2. KRACK (Key Reinstallation Attack, 2017): A vulnerability in the 4-Way Handshake that allowed nonce reuse under certain conditions. Patched on most modern devices — but unpatched legacy devices remain vulnerable.
3. No forward secrecy: If the PSK is ever compromised, all past sessions that were recorded can potentially be decrypted.
4.2 WPA2-Enterprise (802.1X/EAP Mode)
WPA2-Enterprise replaces the shared PSK with 802.1X/EAP authentication — each user authenticates individually with unique credentials (username/password, certificate, or smart card) via a RADIUS server. This eliminates the single shared secret that makes WPA2-Personal less suitable for corporate environments. See AAA Authentication Methods for the full AAA framework.
WPA2-Enterprise authentication architecture:
[Wireless Client] ←─── 802.1X / EAP ──→ [AP (Authenticator)]
│
RADIUS (UDP 1812)
│
[RADIUS Server (AS)]
(Active Directory, Cisco ISE,
FreeRADIUS, etc.)
Roles:
Supplicant: The wireless client requesting access
Authenticator: The AP (or WLC) — forwards EAP messages between
client and RADIUS server; enforces access decision
Authentication Server (AS): RADIUS server — validates credentials
and returns Accept or Reject
Benefit: Each user has unique credentials — no shared secret.
A compromised user account can be revoked without changing the
password for every device on the network.
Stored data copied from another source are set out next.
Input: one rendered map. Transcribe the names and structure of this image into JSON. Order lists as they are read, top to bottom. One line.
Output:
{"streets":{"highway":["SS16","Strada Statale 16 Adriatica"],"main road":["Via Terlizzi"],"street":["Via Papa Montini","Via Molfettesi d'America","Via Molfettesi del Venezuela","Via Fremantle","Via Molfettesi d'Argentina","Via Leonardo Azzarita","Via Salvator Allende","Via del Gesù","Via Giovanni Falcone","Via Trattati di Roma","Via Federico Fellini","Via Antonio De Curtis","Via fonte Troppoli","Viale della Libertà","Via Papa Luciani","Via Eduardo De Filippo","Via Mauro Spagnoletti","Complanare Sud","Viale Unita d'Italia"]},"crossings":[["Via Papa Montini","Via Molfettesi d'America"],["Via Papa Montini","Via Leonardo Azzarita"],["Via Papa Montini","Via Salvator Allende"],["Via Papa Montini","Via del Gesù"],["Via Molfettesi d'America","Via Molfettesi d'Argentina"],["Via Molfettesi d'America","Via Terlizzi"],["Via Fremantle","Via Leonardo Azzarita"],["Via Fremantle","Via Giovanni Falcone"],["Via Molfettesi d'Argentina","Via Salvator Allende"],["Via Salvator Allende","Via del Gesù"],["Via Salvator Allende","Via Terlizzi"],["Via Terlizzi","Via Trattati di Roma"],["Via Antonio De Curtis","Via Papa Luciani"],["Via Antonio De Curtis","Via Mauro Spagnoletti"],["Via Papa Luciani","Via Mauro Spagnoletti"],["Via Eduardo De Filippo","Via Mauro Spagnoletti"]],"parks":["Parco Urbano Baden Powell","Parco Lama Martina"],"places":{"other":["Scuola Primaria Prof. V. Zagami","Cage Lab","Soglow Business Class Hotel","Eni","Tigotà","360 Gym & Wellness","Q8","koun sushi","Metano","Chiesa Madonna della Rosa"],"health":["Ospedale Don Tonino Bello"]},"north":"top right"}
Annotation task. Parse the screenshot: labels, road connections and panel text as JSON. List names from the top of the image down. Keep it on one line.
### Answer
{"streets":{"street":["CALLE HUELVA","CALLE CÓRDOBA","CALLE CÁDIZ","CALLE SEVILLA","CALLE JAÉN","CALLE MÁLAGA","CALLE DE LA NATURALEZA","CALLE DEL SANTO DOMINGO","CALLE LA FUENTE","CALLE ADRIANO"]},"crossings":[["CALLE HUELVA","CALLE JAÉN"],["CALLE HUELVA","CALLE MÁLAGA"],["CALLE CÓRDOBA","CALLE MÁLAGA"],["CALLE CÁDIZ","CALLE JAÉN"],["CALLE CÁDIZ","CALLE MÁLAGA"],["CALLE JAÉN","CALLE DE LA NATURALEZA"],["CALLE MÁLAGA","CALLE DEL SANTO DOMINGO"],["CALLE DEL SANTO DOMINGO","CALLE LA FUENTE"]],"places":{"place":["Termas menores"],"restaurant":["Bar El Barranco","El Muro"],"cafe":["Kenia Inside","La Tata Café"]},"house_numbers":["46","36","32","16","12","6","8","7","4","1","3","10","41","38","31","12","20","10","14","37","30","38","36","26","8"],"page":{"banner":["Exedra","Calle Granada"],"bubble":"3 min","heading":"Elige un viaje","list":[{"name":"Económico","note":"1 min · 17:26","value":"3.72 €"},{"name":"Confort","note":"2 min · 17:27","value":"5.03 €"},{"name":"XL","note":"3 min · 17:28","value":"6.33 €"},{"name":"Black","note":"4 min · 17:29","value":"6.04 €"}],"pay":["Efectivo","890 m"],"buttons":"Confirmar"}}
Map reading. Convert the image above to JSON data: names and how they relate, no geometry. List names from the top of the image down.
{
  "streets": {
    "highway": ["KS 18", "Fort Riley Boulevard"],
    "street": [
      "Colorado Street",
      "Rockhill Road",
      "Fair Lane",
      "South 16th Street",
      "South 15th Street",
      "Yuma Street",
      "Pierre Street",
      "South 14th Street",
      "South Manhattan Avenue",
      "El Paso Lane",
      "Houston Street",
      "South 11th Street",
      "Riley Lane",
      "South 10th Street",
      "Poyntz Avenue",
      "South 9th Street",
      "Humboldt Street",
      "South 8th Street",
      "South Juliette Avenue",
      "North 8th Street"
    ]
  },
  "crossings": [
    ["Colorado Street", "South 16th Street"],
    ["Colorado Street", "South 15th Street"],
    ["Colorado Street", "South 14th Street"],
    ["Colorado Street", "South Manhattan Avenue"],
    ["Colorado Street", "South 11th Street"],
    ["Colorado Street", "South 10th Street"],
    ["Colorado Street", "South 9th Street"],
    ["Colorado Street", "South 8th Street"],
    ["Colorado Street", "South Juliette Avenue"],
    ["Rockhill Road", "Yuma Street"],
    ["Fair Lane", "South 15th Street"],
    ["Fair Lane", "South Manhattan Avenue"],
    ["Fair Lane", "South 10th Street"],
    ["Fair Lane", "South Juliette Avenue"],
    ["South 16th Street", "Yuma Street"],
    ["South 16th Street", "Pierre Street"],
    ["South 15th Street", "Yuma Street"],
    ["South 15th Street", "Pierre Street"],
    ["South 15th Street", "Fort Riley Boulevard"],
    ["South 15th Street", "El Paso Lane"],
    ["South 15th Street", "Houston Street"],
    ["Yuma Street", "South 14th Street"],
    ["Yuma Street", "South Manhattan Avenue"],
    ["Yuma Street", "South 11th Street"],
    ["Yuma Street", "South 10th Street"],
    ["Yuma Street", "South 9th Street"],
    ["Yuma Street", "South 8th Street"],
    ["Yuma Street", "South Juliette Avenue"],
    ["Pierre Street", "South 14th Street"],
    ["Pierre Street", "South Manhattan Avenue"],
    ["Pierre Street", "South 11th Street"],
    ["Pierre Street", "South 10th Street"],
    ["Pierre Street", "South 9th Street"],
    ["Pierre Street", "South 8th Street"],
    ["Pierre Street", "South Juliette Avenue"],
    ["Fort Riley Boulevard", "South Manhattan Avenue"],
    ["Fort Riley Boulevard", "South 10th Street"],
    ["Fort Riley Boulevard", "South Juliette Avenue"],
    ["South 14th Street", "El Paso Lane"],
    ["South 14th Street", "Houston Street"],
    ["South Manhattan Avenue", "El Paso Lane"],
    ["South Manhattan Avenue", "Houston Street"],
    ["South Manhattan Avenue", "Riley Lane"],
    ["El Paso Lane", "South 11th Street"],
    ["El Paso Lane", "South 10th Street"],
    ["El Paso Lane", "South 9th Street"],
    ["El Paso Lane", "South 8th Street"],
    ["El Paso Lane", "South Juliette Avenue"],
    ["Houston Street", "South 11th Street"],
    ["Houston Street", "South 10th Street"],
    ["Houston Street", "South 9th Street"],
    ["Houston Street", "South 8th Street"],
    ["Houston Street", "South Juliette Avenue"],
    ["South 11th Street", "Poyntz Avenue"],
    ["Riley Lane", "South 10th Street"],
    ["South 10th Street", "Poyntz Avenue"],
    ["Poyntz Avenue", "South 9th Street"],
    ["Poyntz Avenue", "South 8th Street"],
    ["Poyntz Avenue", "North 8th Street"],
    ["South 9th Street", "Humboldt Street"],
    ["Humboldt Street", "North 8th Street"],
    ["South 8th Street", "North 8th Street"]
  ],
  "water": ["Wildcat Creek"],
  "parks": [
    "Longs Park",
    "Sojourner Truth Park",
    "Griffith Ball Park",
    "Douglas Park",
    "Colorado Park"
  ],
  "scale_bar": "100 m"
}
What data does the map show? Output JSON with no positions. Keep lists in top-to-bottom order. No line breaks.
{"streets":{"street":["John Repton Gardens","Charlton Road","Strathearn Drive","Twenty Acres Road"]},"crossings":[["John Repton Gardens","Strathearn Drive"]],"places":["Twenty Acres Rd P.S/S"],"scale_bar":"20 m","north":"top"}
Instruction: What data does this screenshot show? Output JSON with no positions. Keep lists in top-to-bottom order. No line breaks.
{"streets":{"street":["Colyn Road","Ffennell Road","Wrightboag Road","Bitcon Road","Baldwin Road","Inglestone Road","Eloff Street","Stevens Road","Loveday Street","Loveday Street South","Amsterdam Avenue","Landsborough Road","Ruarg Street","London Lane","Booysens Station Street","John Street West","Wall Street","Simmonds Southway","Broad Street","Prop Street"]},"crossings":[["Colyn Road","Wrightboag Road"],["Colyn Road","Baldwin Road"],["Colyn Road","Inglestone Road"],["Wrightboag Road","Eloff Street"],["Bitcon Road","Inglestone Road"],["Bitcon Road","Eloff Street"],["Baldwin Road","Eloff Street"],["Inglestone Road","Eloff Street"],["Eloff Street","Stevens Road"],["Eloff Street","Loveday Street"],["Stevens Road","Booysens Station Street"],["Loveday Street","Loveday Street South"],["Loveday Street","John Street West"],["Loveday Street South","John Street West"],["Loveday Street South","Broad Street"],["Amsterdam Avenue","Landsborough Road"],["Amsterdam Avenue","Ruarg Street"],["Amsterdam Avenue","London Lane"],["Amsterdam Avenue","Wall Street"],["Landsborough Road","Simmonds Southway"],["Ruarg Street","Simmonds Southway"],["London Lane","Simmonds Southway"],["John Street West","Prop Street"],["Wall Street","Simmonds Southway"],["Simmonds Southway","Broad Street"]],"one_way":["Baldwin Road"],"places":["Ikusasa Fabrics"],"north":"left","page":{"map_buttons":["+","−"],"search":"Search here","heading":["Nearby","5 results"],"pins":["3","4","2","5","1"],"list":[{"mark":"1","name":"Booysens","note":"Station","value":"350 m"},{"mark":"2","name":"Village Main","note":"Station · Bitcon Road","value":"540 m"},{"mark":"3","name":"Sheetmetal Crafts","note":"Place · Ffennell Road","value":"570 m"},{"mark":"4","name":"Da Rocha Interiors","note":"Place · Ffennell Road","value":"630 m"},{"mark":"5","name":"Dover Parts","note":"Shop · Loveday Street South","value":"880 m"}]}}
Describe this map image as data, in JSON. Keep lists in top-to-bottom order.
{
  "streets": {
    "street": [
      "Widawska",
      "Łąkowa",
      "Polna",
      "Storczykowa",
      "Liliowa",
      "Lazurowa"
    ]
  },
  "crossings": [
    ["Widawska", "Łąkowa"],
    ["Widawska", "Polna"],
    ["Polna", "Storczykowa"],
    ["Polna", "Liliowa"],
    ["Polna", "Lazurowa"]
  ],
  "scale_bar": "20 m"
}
| Feature | WPA2-Personal (PSK) | WPA2-Enterprise (802.1X) |
|---|---|---|
| Authentication credentials | Single shared passphrase for all users | Per-user credentials (username/password or certificate) |
| Infrastructure required | AP only — no additional servers | RADIUS server + (optionally) PKI/CA for certificates. See AAA Local vs RADIUS. |
| Scalability | Poor — changing the key requires reconfiguring every device | Excellent — add/remove users on RADIUS without touching APs |
| Rogue client risk | High — anyone who knows the PSK can join | Low — each user authenticates individually |
| Typical deployment | Home networks, small offices, guest Wi-Fi | Enterprise, universities, government |
| Complexity | Simple | Complex — requires RADIUS infrastructure. See AAA Overview. |
5. WPA3 — Modern Security Improvements
WPA3, announced by the Wi-Fi Alliance in 2018, addresses the remaining weaknesses in WPA2. It comes in two modes — WPA3-Personal and WPA3-Enterprise — and introduces significant improvements in both authentication and encryption. See WPA / WPA2 / WPA3 Comparison for the full side-by-side breakdown.
5.1 WPA3-Personal — SAE Replaces PSK
WPA3-Personal replaces the WPA2 4-Way Handshake PSK exchange with SAE (Simultaneous Authentication of Equals), also known as Dragonfly (defined in IEEE 802.11s and RFC 7664). SAE is a password-authenticated key exchange protocol that provides several critical improvements over WPA2-PSK.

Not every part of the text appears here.